▸ TASK ITEM: In the listing that follows, give every line again exactly and omit the pictures.

(Beginning of MATERIAL SHOWN)

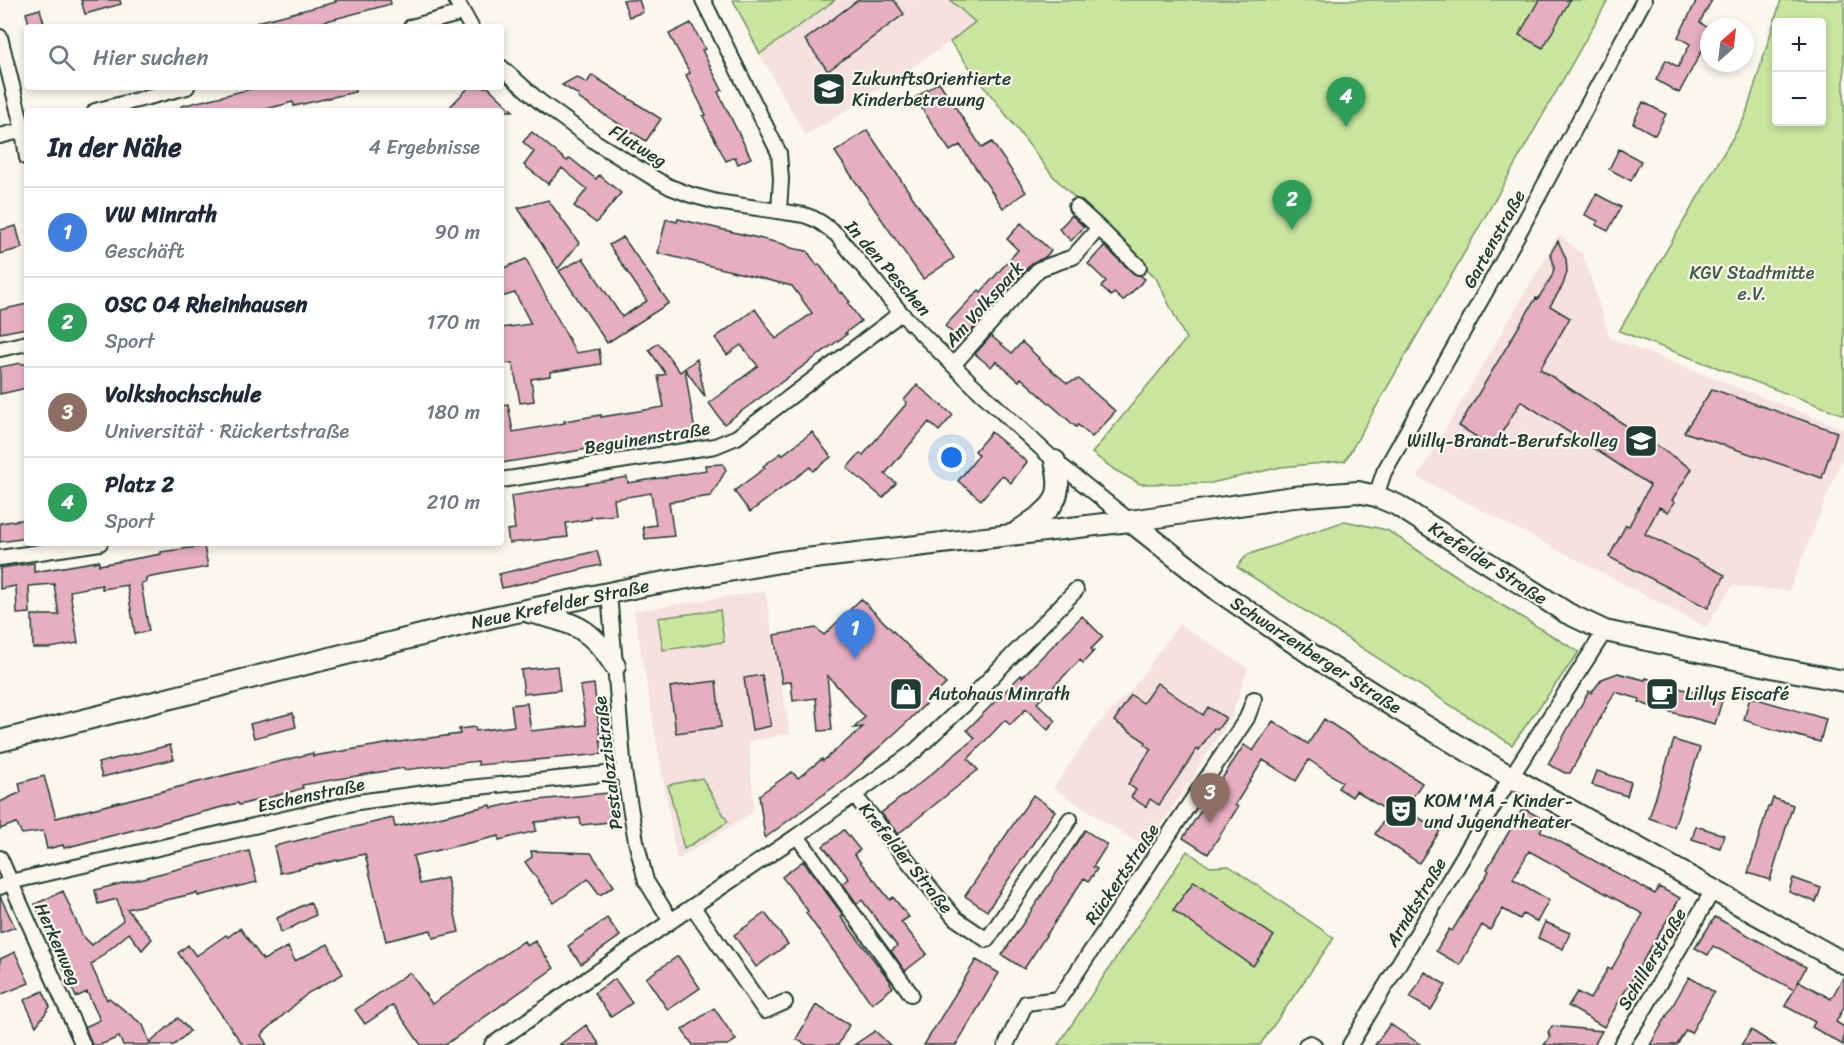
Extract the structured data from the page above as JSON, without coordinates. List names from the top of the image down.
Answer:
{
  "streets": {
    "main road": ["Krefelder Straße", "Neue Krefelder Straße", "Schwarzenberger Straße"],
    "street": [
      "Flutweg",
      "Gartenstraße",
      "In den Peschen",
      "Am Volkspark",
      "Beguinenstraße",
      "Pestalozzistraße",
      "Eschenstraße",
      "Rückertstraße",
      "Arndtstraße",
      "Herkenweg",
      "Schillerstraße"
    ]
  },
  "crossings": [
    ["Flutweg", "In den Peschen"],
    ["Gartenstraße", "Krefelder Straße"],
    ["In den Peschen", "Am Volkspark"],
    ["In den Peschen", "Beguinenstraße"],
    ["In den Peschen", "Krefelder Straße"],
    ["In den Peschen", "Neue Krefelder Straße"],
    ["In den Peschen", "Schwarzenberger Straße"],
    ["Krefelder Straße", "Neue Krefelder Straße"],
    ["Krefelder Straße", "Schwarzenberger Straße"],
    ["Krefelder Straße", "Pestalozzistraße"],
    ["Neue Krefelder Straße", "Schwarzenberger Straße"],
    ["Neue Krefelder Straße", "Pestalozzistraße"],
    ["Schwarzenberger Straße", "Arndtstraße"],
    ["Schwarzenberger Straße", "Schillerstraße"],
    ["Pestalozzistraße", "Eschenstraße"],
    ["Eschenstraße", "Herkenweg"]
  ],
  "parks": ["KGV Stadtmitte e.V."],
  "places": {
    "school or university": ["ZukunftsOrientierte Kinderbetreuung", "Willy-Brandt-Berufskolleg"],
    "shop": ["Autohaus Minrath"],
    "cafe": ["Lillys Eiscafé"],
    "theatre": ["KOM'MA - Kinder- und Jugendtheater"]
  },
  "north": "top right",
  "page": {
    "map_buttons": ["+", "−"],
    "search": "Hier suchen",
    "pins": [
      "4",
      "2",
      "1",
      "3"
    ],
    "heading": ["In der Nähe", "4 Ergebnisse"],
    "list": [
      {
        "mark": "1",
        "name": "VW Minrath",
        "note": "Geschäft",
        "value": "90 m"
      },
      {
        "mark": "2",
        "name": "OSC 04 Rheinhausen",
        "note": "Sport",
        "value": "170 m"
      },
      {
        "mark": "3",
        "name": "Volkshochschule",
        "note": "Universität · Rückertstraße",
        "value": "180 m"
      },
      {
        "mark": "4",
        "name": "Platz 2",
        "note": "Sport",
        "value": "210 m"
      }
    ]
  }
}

(End of MATERIAL SHOWN)

▸ SOLUTION:
Extract the structured data from the page above as JSON, without coordinates. List names from the top of the image down.
Answer:
{
  "streets": {
    "main road": ["Krefelder Straße", "Neue Krefelder Straße", "Schwarzenberger Straße"],
    "street": [
      "Flutweg",
      "Gartenstraße",
      "In den Peschen",
      "Am Volkspark",
      "Beguinenstraße",
      "Pestalozzistraße",
      "Eschenstraße",
      "Rückertstraße",
      "Arndtstraße",
      "Herkenweg",
      "Schillerstraße"
    ]
  },
  "crossings": [
    ["Flutweg", "In den Peschen"],
    ["Gartenstraße", "Krefelder Straße"],
    ["In den Peschen", "Am Volkspark"],
    ["In den Peschen", "Beguinenstraße"],
    ["In den Peschen", "Krefelder Straße"],
    ["In den Peschen", "Neue Krefelder Straße"],
    ["In den Peschen", "Schwarzenberger Straße"],
    ["Krefelder Straße", "Neue Krefelder Straße"],
    ["Krefelder Straße", "Schwarzenberger Straße"],
    ["Krefelder Straße", "Pestalozzistraße"],
    ["Neue Krefelder Straße", "Schwarzenberger Straße"],
    ["Neue Krefelder Straße", "Pestalozzistraße"],
    ["Schwarzenberger Straße", "Arndtstraße"],
    ["Schwarzenberger Straße", "Schillerstraße"],
    ["Pestalozzistraße", "Eschenstraße"],
    ["Eschenstraße", "Herkenweg"]
  ],
  "parks": ["KGV Stadtmitte e.V."],
  "places": {
    "school or university": ["ZukunftsOrientierte Kinderbetreuung", "Willy-Brandt-Berufskolleg"],
    "shop": ["Autohaus Minrath"],
    "cafe": ["Lillys Eiscafé"],
    "theatre": ["KOM'MA - Kinder- und Jugendtheater"]
  },
  "north": "top right",
  "page": {
    "map_buttons": ["+", "−"],
    "search": "Hier suchen",
    "pins": [
      "4",
      "2",
      "1",
      "3"
    ],
    "heading": ["In der Nähe", "4 Ergebnisse"],
    "list": [
      {
        "mark": "1",
        "name": "VW Minrath",
        "note": "Geschäft",
        "value": "90 m"
      },
      {
        "mark": "2",
        "name": "OSC 04 Rheinhausen",
        "note": "Sport",
        "value": "170 m"
      },
      {
        "mark": "3",
        "name": "Volkshochschule",
        "note": "Universität · Rückertstraße",
        "value": "180 m"
      },
      {
        "mark": "4",
        "name": "Platz 2",
        "note": "Sport",
        "value": "210 m"
      }
    ]
  }
}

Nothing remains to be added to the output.